This exercise calls for every line of the data below with the string "Output" in it.

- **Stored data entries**
========

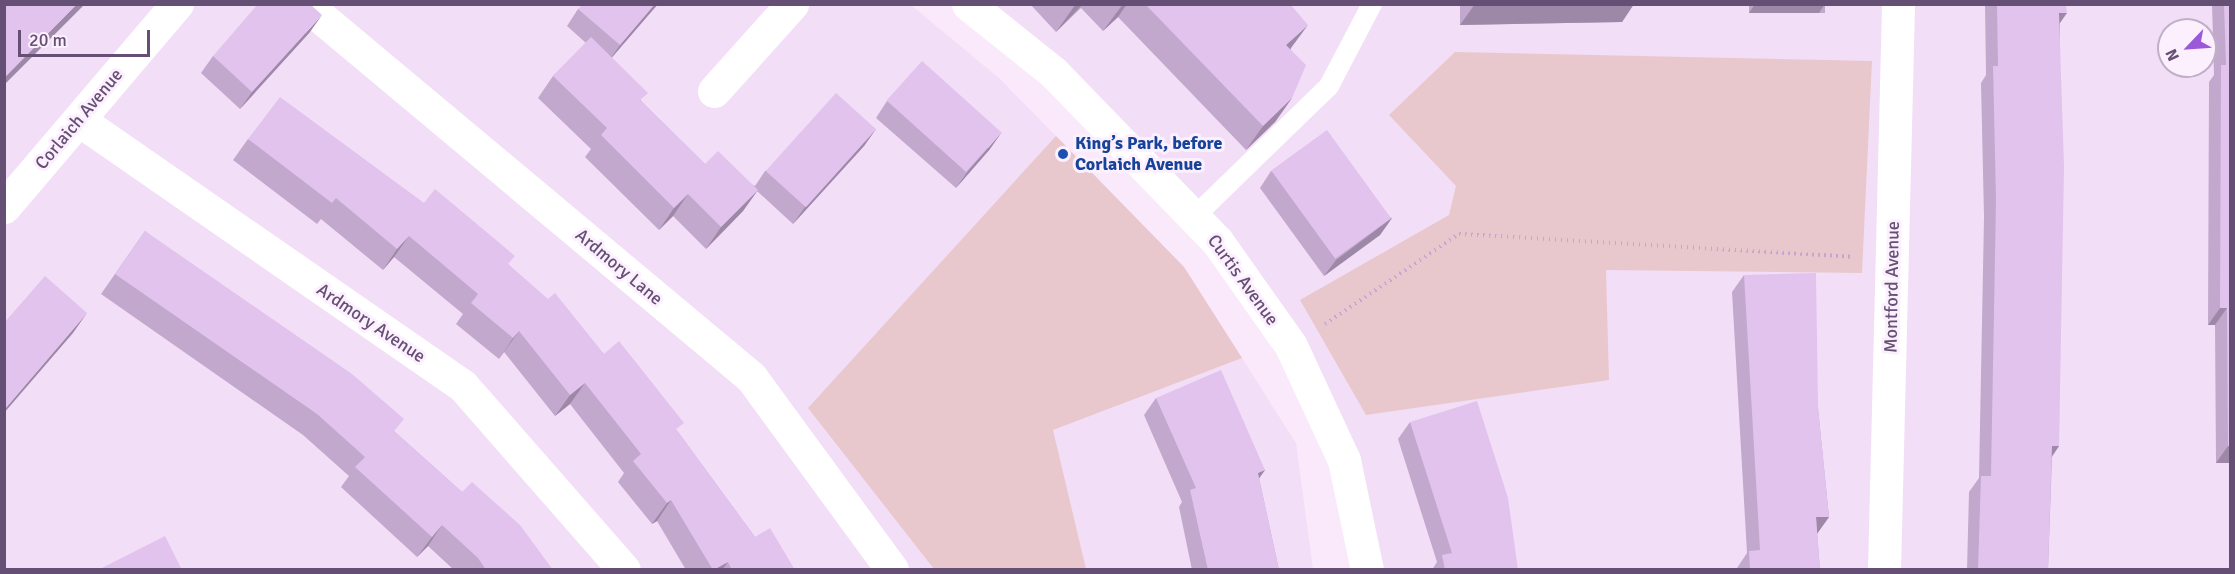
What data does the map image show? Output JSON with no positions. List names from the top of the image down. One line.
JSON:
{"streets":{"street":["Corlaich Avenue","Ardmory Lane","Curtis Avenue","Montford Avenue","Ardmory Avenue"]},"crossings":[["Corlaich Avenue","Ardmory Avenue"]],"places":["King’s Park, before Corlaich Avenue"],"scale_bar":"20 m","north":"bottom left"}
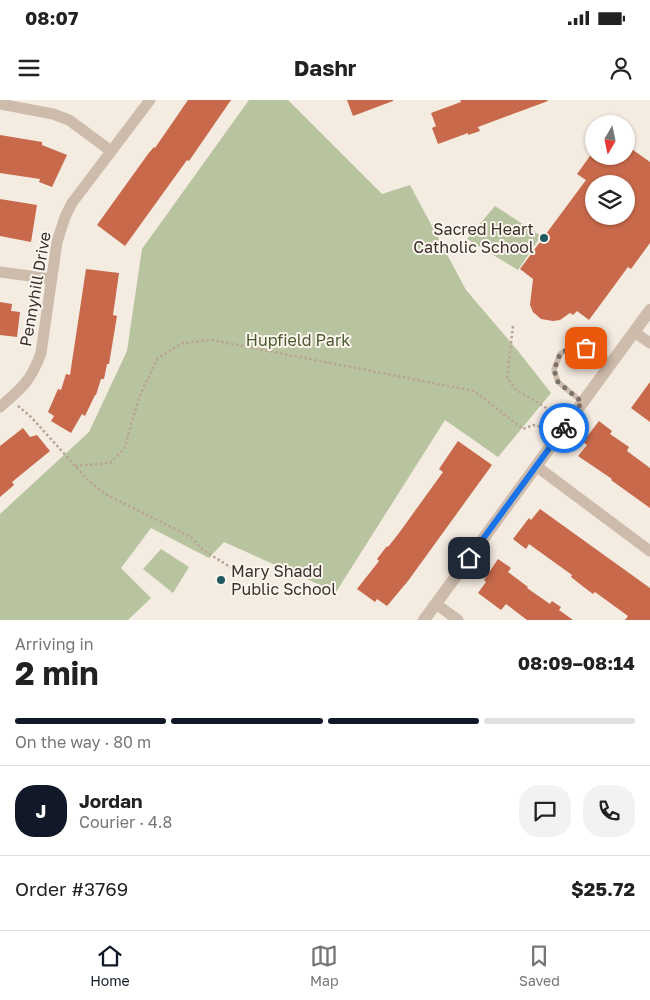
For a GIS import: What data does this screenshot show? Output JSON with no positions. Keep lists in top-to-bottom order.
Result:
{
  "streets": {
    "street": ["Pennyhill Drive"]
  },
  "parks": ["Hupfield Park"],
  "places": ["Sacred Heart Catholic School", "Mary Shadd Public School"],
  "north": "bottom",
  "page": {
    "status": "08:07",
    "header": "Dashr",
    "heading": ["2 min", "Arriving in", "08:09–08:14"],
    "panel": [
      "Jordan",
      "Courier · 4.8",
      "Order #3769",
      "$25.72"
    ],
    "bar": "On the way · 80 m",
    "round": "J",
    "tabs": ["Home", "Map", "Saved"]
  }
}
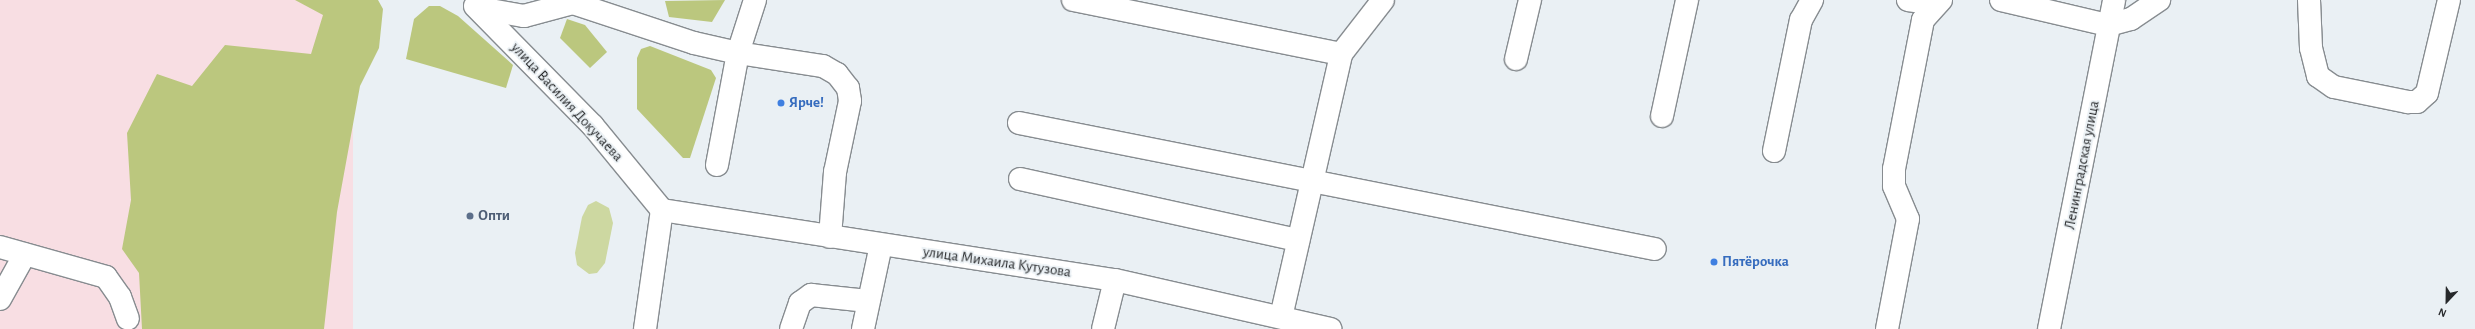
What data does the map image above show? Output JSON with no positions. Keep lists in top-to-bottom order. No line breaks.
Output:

========

- **EXPECTED ANSWER**
What data does the map image show? Output JSON with no positions. List names from the top of the image down. One line.
For a GIS import: What data does this screenshot show? Output JSON with no positions. Keep lists in top-to-bottom order.
What data does the map image above show? Output JSON with no positions. Keep lists in top-to-bottom order. No line breaks.
Output:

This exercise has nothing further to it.